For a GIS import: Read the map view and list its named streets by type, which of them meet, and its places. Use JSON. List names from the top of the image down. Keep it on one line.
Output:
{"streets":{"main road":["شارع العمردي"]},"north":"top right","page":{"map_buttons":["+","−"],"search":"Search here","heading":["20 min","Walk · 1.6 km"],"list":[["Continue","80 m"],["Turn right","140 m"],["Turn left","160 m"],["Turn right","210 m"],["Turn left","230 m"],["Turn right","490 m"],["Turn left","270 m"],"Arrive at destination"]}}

□ □ □

(What the task asks)
Restate the data above in full, keeping every word as it is.

(Answer box)
For a GIS import: Read the map view and list its named streets by type, which of them meet, and its places. Use JSON. List names from the top of the image down. Keep it on one line.
Output:
{"streets":{"main road":["شارع العمردي"]},"north":"top right","page":{"map_buttons":["+","−"],"search":"Search here","heading":["20 min","Walk · 1.6 km"],"list":[["Continue","80 m"],["Turn right","140 m"],["Turn left","160 m"],["Turn right","210 m"],["Turn left","230 m"],["Turn right","490 m"],["Turn left","270 m"],"Arrive at destination"]}}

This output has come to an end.